Back in 2006 I had my own Leopold moment, when I visited New York for the first time. Having spent hardly any time in mega-metropolises, it was a very memorable experience. But it wasn’t Manhattan’s steep skyline or its sweeping grid of avenues and streets that I can distinctly recall. Nor was it the friendliness of New Yorkers or the convenience of a pretzel stand at every corner.

It was all the information. I had never seen so much information.

I’m talking about advertising. Commercial information was invading urban spaces where I didn’t think possible. I grew up in a small city in New Zealand, where marketing is mostly limited to billboards, buses and TV. More than that, I’m from the type of family that mutes ad-breaks and bans TV during dinner to create a space for conversation.

Not in New York. At JFK airport, my cab pulled in with a screen displaying ads attached to its roof. It looked so out of place it resembled a five-year-old’s Lego construction. A screen mounted on top of a car? Why not!

Just in case I had missed this ingenious design, stepping inside the vehicle I was confronted with another screen on the back on the driver’s seat. I was surrounded. Stimulation. Visualisation. Corporatization.
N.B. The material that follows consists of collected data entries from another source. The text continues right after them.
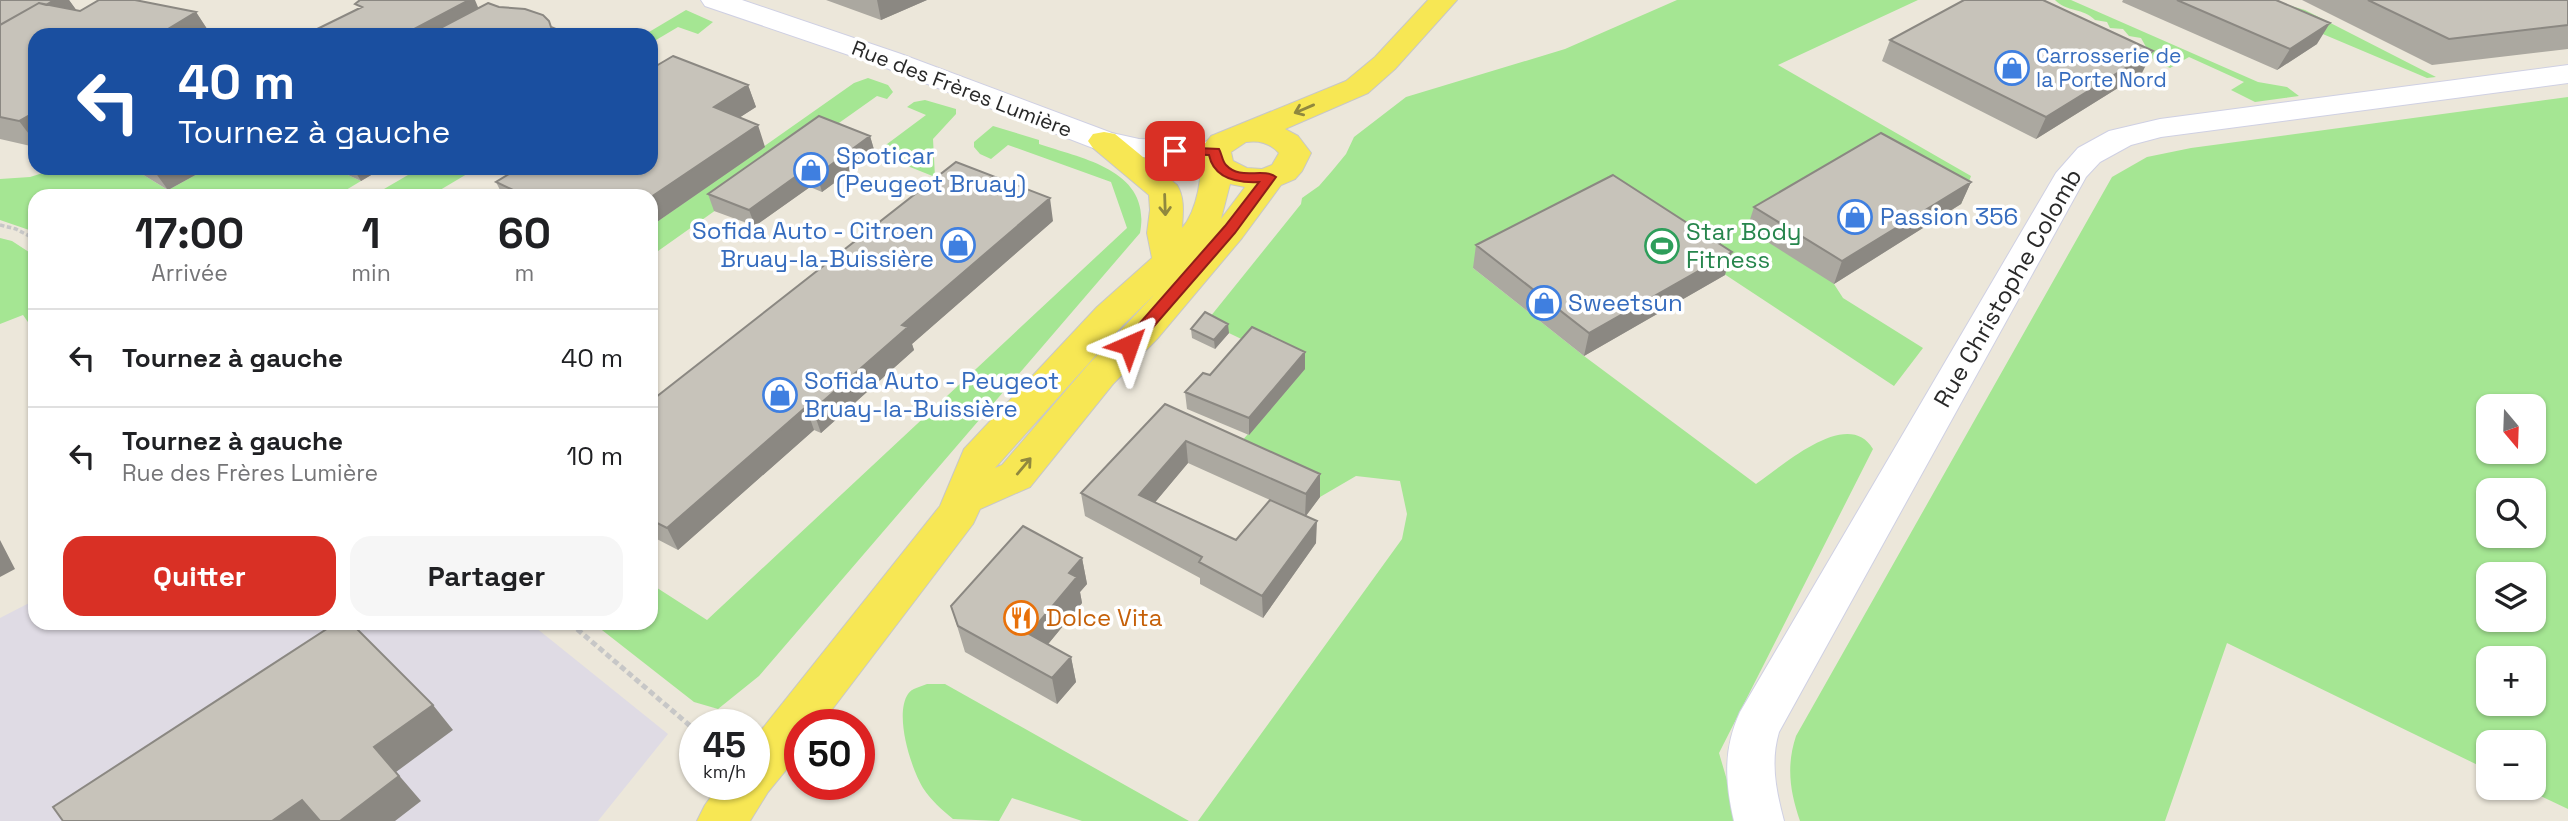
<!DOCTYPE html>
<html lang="fr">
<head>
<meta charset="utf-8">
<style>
	body { margin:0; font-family:"Space Grotesk",sans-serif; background:#f6f6f6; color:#202124; height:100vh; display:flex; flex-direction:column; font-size:26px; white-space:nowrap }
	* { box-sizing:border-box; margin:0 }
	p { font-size:23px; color:#757577 }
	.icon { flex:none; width:38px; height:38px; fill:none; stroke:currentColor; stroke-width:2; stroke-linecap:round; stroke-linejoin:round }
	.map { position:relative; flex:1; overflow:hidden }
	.sheet { position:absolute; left:28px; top:189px; width:630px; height:441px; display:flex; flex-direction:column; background:#fff; border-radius:21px; box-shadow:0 2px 5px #0004 }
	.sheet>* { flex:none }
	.banner { position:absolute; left:28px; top:28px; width:630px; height:147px; border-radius:21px; box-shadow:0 2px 5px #0004; background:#1a4fa0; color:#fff; overflow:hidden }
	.needle { width:46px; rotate:161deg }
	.controls { position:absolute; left:2476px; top:394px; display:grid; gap:14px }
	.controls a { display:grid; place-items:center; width:70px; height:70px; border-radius:14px; background:#fff; box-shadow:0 2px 5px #0004; font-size:35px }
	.speed { position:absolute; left:679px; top:709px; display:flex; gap:14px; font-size:35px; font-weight:700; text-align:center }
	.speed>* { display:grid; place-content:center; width:91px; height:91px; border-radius:50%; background:#fff; box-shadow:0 2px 5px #0004; line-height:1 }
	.speed small { font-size:18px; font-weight:400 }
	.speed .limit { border:10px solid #d22; background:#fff; color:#111 }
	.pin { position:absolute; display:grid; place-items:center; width:60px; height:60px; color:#fff; margin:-30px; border-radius:14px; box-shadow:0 4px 10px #0006 }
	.me { position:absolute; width:77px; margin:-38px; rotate:43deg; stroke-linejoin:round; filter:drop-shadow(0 0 5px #0008) }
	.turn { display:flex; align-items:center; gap:24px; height:147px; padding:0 35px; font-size:32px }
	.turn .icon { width:91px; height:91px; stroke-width:2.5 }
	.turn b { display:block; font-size:49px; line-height:60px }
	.eta { display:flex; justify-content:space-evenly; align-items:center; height:119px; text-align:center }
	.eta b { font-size:42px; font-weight:600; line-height:49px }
	.button { display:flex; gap:14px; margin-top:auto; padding:14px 35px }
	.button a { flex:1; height:80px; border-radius:21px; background:#d93025; color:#fff; font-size:28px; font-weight:600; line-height:80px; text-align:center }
	.button a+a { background:#f6f6f6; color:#202124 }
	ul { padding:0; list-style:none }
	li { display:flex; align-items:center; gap:21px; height:98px; padding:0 35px; border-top:2px solid #e0e0e0 }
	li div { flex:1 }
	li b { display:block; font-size:26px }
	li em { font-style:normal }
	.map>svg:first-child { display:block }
	.industrial { fill:#dfdbe4 }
	.green { fill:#a5e693; fill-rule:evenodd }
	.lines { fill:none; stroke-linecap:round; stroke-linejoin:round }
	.minor-casing { stroke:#cfd0e3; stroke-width:2 }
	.major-casing { stroke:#c7c7c7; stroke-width:2 }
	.path-far1 { stroke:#c7c7c7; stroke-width:3.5; stroke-dasharray:4.5 2.5; stroke-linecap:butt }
	.path { stroke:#c7c7c7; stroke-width:5; stroke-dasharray:6 3.5; stroke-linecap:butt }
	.minor { fill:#fff; fill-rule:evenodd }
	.major { fill:#f7e754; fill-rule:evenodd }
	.wall { fill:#aba8a0; fill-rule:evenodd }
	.shaded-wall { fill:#8b8882 }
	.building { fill:#c7c3ba; stroke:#8b8882; stroke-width:2 }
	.oneway { stroke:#90883e }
	.route { fill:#d93025; stroke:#8d1f18; stroke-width:2 }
	.labels { text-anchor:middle; stroke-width:7; stroke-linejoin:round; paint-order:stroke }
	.far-shop-label { font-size:21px; fill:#366cbe; stroke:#fff; text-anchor:start }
	.far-street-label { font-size:21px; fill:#292929; stroke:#fff }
	.shop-label { font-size:24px; fill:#366cbe; stroke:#fff; text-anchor:start }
	.leisure-label { font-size:24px; fill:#27864d; stroke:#fff; text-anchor:start }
	.street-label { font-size:24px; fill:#292929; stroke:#fff }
	.food-label { font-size:24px; fill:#c56008; stroke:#fff; text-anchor:start }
</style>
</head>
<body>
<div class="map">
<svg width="2568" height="821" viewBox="0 0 2568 821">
	<rect width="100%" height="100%" fill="#ece7da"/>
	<path class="industrial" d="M35 600V623H530L668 734 598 821H0V618Z"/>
	<path class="green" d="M1677 0H1918L1778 65 1971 176 1961 204 1873 155 1834 284 1843 298 1923 348 1894 386 1609 198 1473 268 1584 356 1756 484C1781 467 1848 406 1873 449L1719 753 1739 821H1198L1402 539 1407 514 1400 481 1356 476 1320 497 1229 456 1304 369 1206 322 1301 204 1302 198 1319 186 1332 171 1346 154 1354 137 1406 97 1565 49Z
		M2055 0H2071L2258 82 2287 87 2299 96 2255 102 2231 90 2244 82 2189 57 2170 68 2154 61 2141 38 2129 36 2123 29 2110 28 2107 22 2095 20C2084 8 2066 12 2055 0Z
		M2242 0H2271L2305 10 2436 77 2427 78Z
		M686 10 713 22 698 34 678 27 651 43V35H644Z
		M868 78 888 85 893 92 887 99 877 96 651 256V226L854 83Z
		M2568 97V809L2524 788H2534V742H2488V770L2227 643 2165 821H1800C1790 792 1786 766 1796 736L2112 177 2147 157 2191 148ZM2534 406V452H2488V406ZM2534 490V536H2488V490ZM2534 574V620H2488V574ZM2488 658H2534V704H2488Z
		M925 100 956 109V114L933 139 935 177 875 153 926 115 907 107 914 102Z
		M993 126 1039 140V144C1083 159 1152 170 1140 233L759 676 718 709 694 702 593 623H651V584L707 620 1127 228 1111 182 1008 145 991 159 980 154 974 147V142Z
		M59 168H132L168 190 208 168H333L361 181 346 190 361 196H35V232L0 220V179L30 177Z
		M420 168H464L472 171 430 196H372Z
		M0 238 12 241 35 256V332L23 315 0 324Z
		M927 684H945L1189 821H1082L1012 798 999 821 953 819C942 810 931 800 923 788 911 768 894 715 908 694 912 688 920 687 927 684Z"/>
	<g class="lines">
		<g class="minor-casing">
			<path id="minor" d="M701 0H742L901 54 1112 133 1139 139 1215 142 1226 144 1231 151 1226 158 1215 160 1139 157 1093 148 881 66 705 6Z
				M2568 65V83L2161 137 2131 145 2100 162 2086 177 1779 732C1770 762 1776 791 1784 821H1734C1725 782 1723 749 1740 712L2056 173 2078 148 2109 131 2160 119Z"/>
		</g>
		<g class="major-casing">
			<path id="major" d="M1428 0H1457L1395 69 1368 93 1285 129 1298 136 1311 153 1302 171 1295 179 1281 185 1242 238 1157 339 1113 384 1030 487 980 509 973 524 821 724H800V753L768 792 750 821H697L705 805 720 784H754V739L940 506 964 449 1097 307 1152 258 1147 233 1150 210 1149 195 1093 148 1088 141 1093 134 1104 132 1115 134 1177 185C1185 198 1183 213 1182 228 1197 211 1204 173 1199 151L1211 136 1346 81 1375 57ZM1246 142C1259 140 1270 143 1279 153L1272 165 1262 169 1247 168 1233 161 1231 152ZM1230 184 1245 187 1221 219ZM1154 295 1087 366 1002 465 995 468 1123 325Z"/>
		</g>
		<path class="path-far1" d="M0 225 16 229 35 239"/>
		<path class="path" d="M570 623 695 730"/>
		<use href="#minor" class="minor"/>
		<use href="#major" class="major"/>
	</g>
	<path class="wall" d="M0 0H69L76 10 80 11 196 12 211 35H35V147L0 139Z
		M826 0H927L881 20Z
		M2123 0H2276L2317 44 2277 70 2122 2Z
		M2302 0H2568V49L2432 65Z
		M1890 40 2142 73 2036 139 1882 61Z
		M748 85 756 107 740 117 765 147 651 226V196H503L496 182 507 175 504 168H651Z
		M870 136 875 153 822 192 810 187 755 226 714 211 708 194Z
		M132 168H208L168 190Z
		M333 168H383L361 181Z
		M1971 182 1961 204 1834 284 1747 229 1754 207Z
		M1053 221 912 344 914 350 821 433 814 430 678 550 651 536V401Z
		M1476 245 1725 275 1584 356 1473 268Z
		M1191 329 1229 333 1215 349 1192 338Z
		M1305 352V369L1249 435 1187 409 1185 392 1210 375Z
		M1165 404 1320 474V497L1306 516 1316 543 1263 618 1200 584V578L1085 516 1081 493ZM1188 463 1270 500 1236 540 1155 502Z
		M1082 558 1087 584 1080 592 1082 603 1048 644 1071 657 1076 682 1057 704 965 652 951 606Z"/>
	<path class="shaded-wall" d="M54 0H69L80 15 0 30Z
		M469 0H475L483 19 454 35H403Z
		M877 0H927L881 20Z
		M196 12 211 35H158Z
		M2330 23 2317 44 2277 70 2290 49Z
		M2153 51 2142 73 2036 139 2046 117Z
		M748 85 756 107 722 129 714 107Z
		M35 112V142L19 121Z
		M758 125 765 147 651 226V197Z
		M870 136 875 153 822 192 817 175Z
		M152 168H208L168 190Z
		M353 168H383L361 181Z
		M805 170 810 187 755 226 749 210Z
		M1971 182 1961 204 1834 284 1842 261Z
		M1050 198 1053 221 912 344 914 350 821 433 813 410 902 325Z
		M1732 252 1725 275 1584 356 1589 333Z
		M1228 324 1229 333 1215 349 1214 340Z
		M1305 352V369L1249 435V418Z
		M806 407 814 430 678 550 667 528Z
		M1186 441 1188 463 1142 518 1139 495Z
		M1320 474V497L1305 517 1306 494Z
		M1317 521 1316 543 1263 618 1262 596Z
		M0 540 15 569 0 577Z
		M1082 558 1087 584 1080 592 1082 603 1035 660 1029 634 1069 573Z
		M1071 657 1076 682 1057 704 1052 678Z
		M433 705 453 730 396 772 421 801 395 821H340L374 747Z
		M302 800 323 821H272Z"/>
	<path class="building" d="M0 0H54L46 5 39 3 0 25Z
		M99 0H135L196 12 158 35H35V112L19 121 0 117V25L39 3 80 11Z
		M360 0H469L403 35H305L362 7 355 4Z
		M1964 0H2043L2153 51 2046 117 1890 40Z
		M2177 0H2276L2330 23 2290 49Z
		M2368 0H2568V25L2449 39Z
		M488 3 499 7 525 9 543 15 549 21 551 27 563 32 557 35H427Z
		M673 56 748 85 714 107 758 125 651 197V196H526L496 182 517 169 515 168H651V69Z
		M819 116 870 136 817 175 805 170 749 210 708 194Z
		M1881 133 1971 182 1842 261 1754 207Z
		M956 162 1050 198 902 325 908 327 813 410 806 407 667 528 651 520V401Z
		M1613 175 1732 252 1589 333 1476 245Z
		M1205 312 1228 324 1214 340 1191 329Z
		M1252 327 1305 352 1249 418 1185 392 1203 373 1210 375Z
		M1165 404 1320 474 1306 494 1186 441 1139 495 1236 540 1270 500 1317 521 1262 596 1199 562 1202 557 1081 493Z
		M1023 526 1082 558 1069 573 1077 577 1029 634 1071 657 1052 678 958 626 951 606Z
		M336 623H351L433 705 374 747 399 776 340 821H320L302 800 272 821H63L53 807Z"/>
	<defs><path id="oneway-shaft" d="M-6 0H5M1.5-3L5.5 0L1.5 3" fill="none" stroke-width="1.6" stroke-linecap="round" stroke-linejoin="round" transform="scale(1.75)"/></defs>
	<g class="oneway">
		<use href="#oneway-shaft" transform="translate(1304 109) rotate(157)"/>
		<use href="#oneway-shaft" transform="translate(1165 205) rotate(88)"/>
		<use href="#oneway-shaft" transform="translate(1024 466) rotate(-50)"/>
	</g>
	<path class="route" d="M1175 147 1219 149C1222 154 1222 161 1226 165 1241 181 1262 167 1276 177L1235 233 1135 348H1124L1122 345 1124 341 1225 226 1259 182C1238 183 1214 179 1209 155L1171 154 1169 151Z"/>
	<defs>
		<g id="shop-ring" transform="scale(1.75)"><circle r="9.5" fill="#fff" stroke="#3f7fe0" stroke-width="1.5"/><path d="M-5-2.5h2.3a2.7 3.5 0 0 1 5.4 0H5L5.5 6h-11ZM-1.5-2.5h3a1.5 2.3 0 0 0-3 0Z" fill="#3f7fe0"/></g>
		<g id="stadium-ring" transform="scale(1.75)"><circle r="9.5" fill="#fff" stroke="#2e9e5b" stroke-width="1.5"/><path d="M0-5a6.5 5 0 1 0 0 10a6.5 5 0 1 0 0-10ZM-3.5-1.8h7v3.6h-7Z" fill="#2e9e5b"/></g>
		<g id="restaurant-ring" transform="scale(1.75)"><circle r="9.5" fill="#fff" stroke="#e8710a" stroke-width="1.5"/><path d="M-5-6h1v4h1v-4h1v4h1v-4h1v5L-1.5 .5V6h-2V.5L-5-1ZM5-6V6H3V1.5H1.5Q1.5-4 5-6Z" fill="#e8710a"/></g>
	</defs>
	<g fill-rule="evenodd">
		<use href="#shop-ring" x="2012" y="68"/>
		<use href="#shop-ring" x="811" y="170"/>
		<use href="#shop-ring" x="1855" y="217"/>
		<use href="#shop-ring" x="958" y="245"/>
		<use href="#stadium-ring" x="1662" y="246"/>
		<use href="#shop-ring" x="1544" y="303"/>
		<use href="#shop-ring" x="780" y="395"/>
		<use href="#restaurant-ring" x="1021" y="618"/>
	</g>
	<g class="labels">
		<g class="far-shop-label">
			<text x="2036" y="63">Carrosserie de<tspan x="2036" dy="24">la Porte Nord</tspan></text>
		</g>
		<g class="far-street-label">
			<text transform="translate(962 89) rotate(21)" y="7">Rue des Frères Lumière</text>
		</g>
		<g class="shop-label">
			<text x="836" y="164">Spoticar<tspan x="836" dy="28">(Peugeot Bruay)</tspan></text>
			<text x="1880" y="225">Passion 356</text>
			<text x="934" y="239" text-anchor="end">Sofida Auto - Citroen<tspan x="934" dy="28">Bruay-la-Buissière</tspan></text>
			<text x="1568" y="311">Sweetsun</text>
			<text x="804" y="389">Sofida Auto - Peugeot<tspan x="804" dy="28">Bruay-la-Buissière</tspan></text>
		</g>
		<g class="leisure-label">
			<text x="1686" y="240">Star Body<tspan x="1686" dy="28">Fitness</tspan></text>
		</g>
		<g class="street-label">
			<text transform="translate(2008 288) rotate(-60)" y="8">Rue Christophe Colomb</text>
		</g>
		<g class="food-label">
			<text x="1046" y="626">Dolce Vita</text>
		</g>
	</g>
</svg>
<div class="controls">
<a><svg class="needle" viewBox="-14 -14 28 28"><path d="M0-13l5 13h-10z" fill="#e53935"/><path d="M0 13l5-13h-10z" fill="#757577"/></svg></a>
<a><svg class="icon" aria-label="search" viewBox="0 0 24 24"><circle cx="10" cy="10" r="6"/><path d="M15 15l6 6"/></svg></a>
<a><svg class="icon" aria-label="layers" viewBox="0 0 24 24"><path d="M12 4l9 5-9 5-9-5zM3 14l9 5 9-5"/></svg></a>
<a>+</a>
<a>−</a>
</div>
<div class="speed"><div>45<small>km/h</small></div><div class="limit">50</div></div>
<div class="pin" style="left:1175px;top:151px;background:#d93025"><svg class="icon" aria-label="arrive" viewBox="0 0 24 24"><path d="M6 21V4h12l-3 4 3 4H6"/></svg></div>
<svg class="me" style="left:1129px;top:345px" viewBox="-20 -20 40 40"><path d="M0-17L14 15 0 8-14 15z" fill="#d93025" stroke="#fff" stroke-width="4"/></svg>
<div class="banner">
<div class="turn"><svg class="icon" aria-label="left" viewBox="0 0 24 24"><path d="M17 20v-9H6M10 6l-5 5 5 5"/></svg><div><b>40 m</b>Tournez à gauche</div></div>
</div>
<section class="sheet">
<div class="eta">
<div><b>17:00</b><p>Arrivée</p></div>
<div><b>1</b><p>min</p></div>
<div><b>60</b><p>m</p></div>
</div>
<ul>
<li><svg class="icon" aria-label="left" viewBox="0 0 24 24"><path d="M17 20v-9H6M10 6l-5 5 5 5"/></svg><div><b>Tournez à gauche</b></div><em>40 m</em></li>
<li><svg class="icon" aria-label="left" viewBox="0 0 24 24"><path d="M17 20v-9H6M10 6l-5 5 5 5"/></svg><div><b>Tournez à gauche</b><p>Rue des Frères Lumière</p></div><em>10 m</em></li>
</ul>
<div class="button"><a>Quitter</a><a>Partager</a></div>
</section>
</div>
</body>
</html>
It was everywhere.

Driving into Manhattan in a cab was like slurping down a stiff neuron cocktail. In Hawaii, they greet you with a lei so you can relax. In New York, they blast you with ads preparing you to shop. My plan to hum the Friends theme song over the Brooklyn Bridge was hijacked by an annoyingly catchy jingle of a sales deal at Macy’s.

What I’m trying to say is, I endured a quantum leap of information sensory experience. Unlike Leopold, I may not have been a man out of time, but I was certainly out of place. And I hadn’t even been to Times Square yet.

We’re all Leopold now

Ten years later, we are going through another quantum leap of information sensory experience.  This time we’re all Leopold. If you have a smartphone and, like me, cannot avoid checking it between 50-100 times each day – this means you.

Now, the cabs are your smartphones, with information seeping into our personal spaces, simultaneously enthralling and disrupting us. Messages on WhatsApp. Ticket sales on Songkick. Reminders on Google Calendar. Where the information in New York was mostly commercial, today it’s more personal. You can skip an ad on Youtube but can you switch off your notifications? When does information overload become a necessary part of functioning in modern day life?

Leopold was a man out of time who was uncomfortable with his new 21st century reality. I wonder if we’ve become too comfortable with ours. While loads more data and information bring us fantastic new things, what is it we are trading in return? How often does stimulation supersede sleep? Or a smartphone become a barrier between conversation?

While many are right to applaud the new digital world Facebook and Google are leading us towards, we should also be aware that these giant information brokers are also advertising companies with incentives to overload us with information. And they’ll only stop when we’ve clearly signalled where and when we need a break.

A quick fix is to have spells without your smartphone: a walk, an evening out, or even an entire weekend. But as I’ll explore in my next blog post, to detox from digital is not the long-term solution. We need to get better at adapting to our current situation. And demand silence when we need it.

How many Leopold moments have you had?